## [ASSIGNMENT]
Exactly reproduce the entries, dropping any pictures from your copy.

>>>

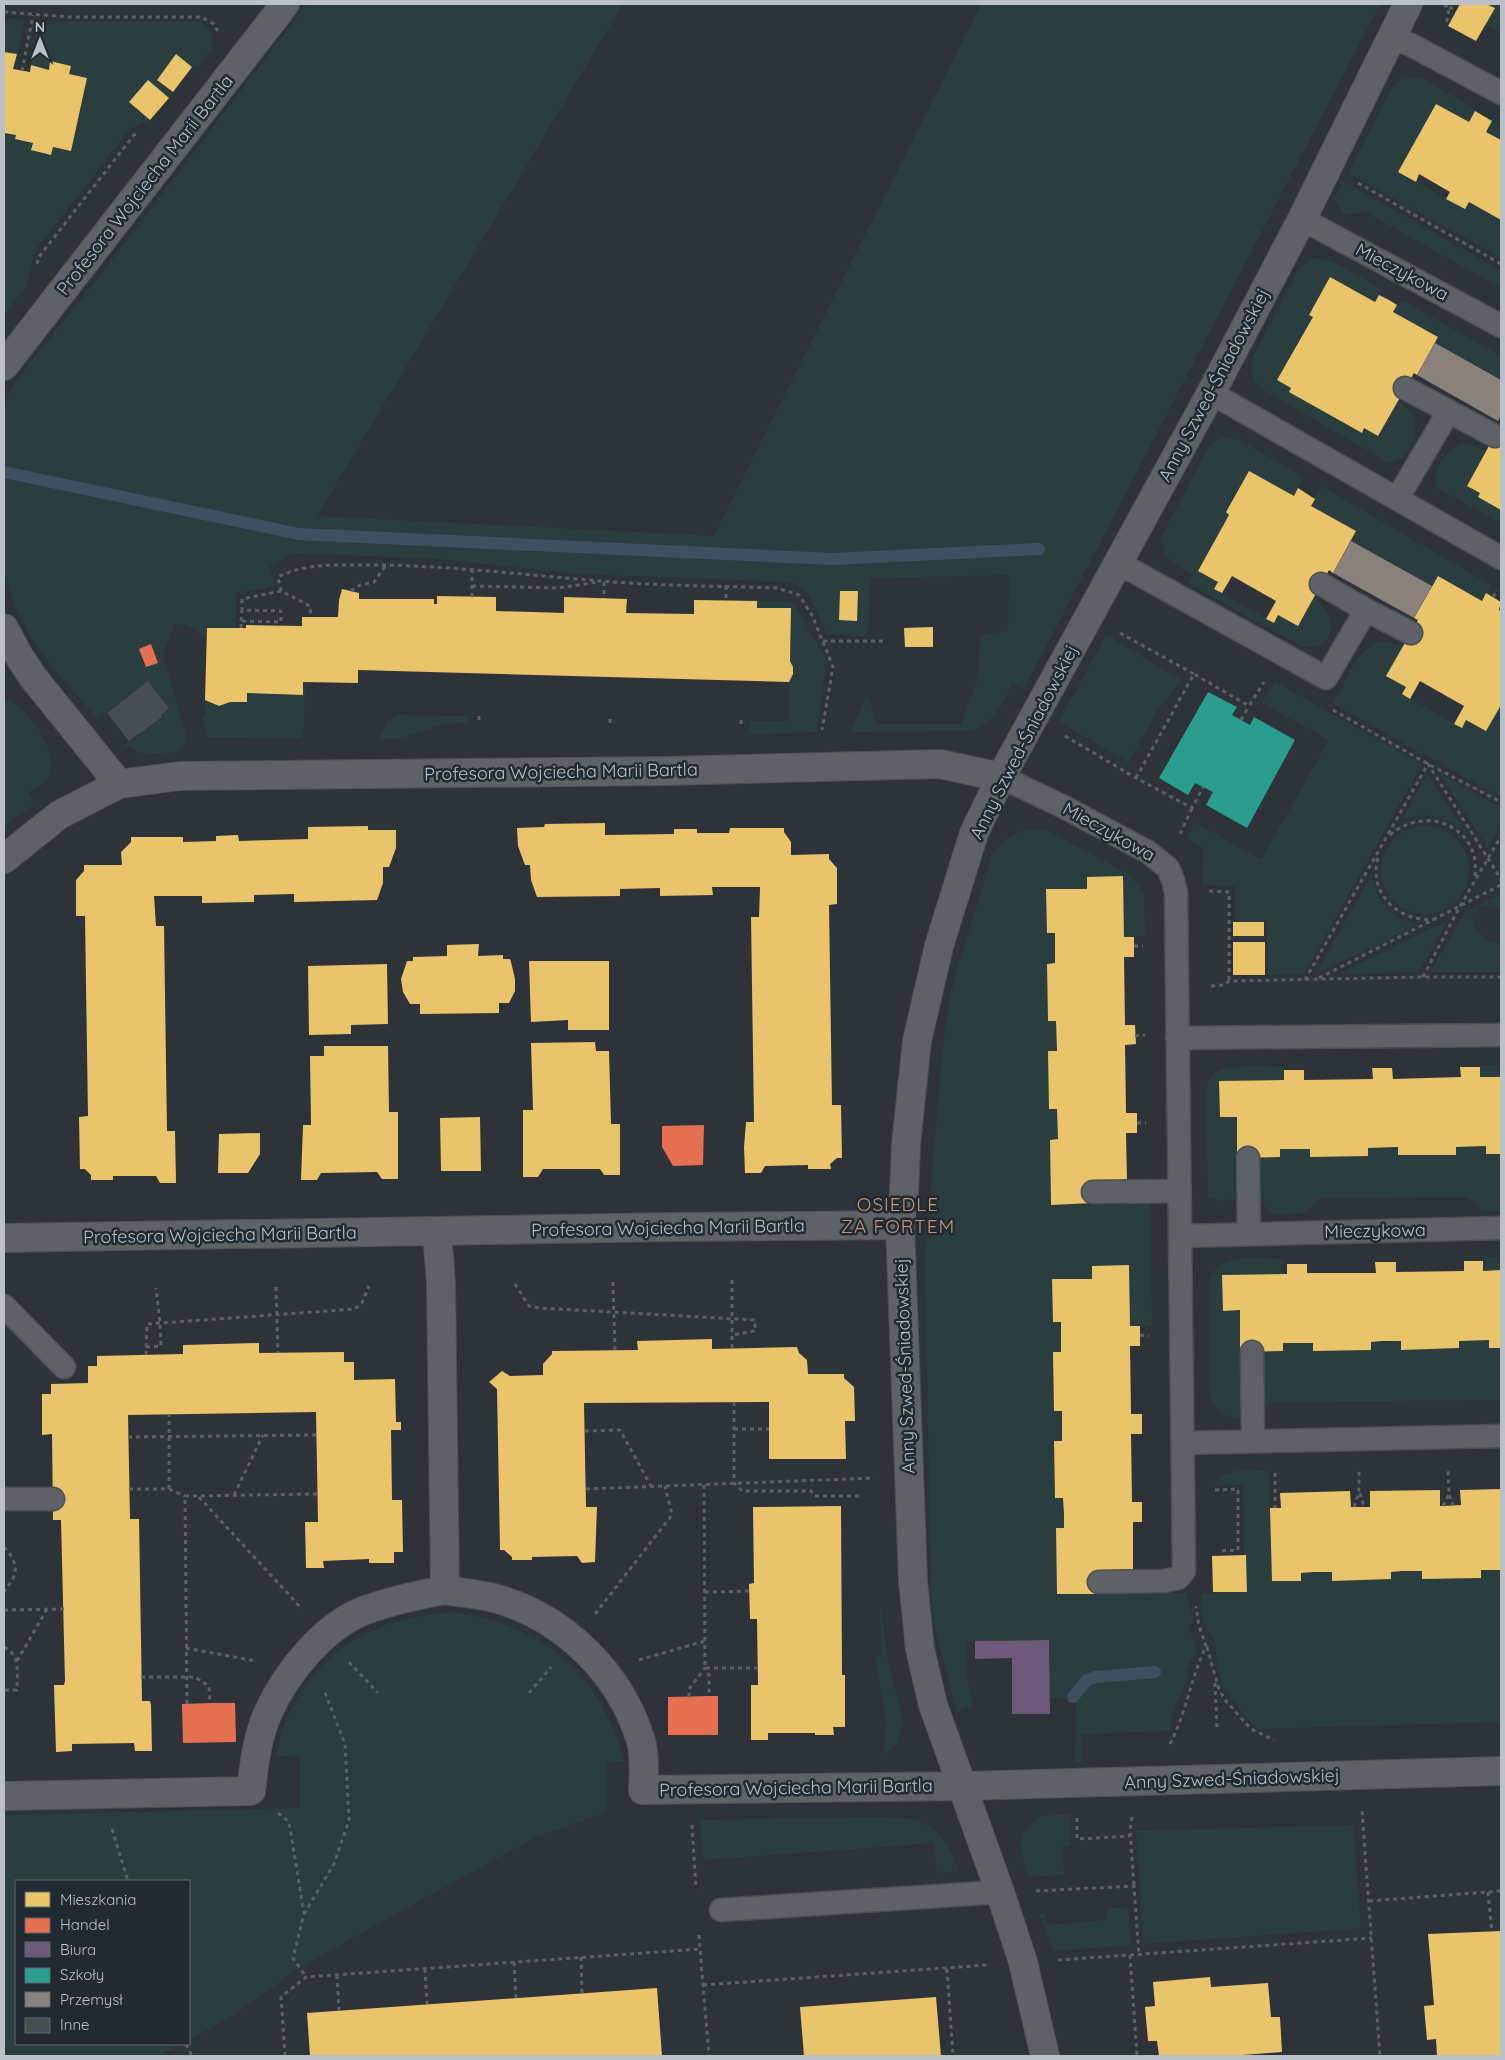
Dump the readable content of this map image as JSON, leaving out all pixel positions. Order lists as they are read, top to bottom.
{
  "streets": {
    "street": ["Profesora Wojciecha Marii Bartla", "Anny Szwed-Śniadowskiej"],
    "lane": ["Mieczykowa"]
  },
  "crossings": [
    ["Profesora Wojciecha Marii Bartla", "Mieczykowa"],
    ["Profesora Wojciecha Marii Bartla", "Anny Szwed-Śniadowskiej"],
    ["Mieczykowa", "Anny Szwed-Śniadowskiej"]
  ],
  "districts": ["OSIEDLE ZA FORTEM"],
  "legend": [
    "Mieszkania",
    "Handel",
    "Biura",
    "Szkoły",
    "Przemysł",
    "Inne"
  ],
  "north": "top"
}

<<<

## [RESPONSE TO THIS TASK]
Dump the readable content of this map image as JSON, leaving out all pixel positions. Order lists as they are read, top to bottom.
{
  "streets": {
    "street": ["Profesora Wojciecha Marii Bartla", "Anny Szwed-Śniadowskiej"],
    "lane": ["Mieczykowa"]
  },
  "crossings": [
    ["Profesora Wojciecha Marii Bartla", "Mieczykowa"],
    ["Profesora Wojciecha Marii Bartla", "Anny Szwed-Śniadowskiej"],
    ["Mieczykowa", "Anny Szwed-Śniadowskiej"]
  ],
  "districts": ["OSIEDLE ZA FORTEM"],
  "legend": [
    "Mieszkania",
    "Handel",
    "Biura",
    "Szkoły",
    "Przemysł",
    "Inne"
  ],
  "north": "top"
}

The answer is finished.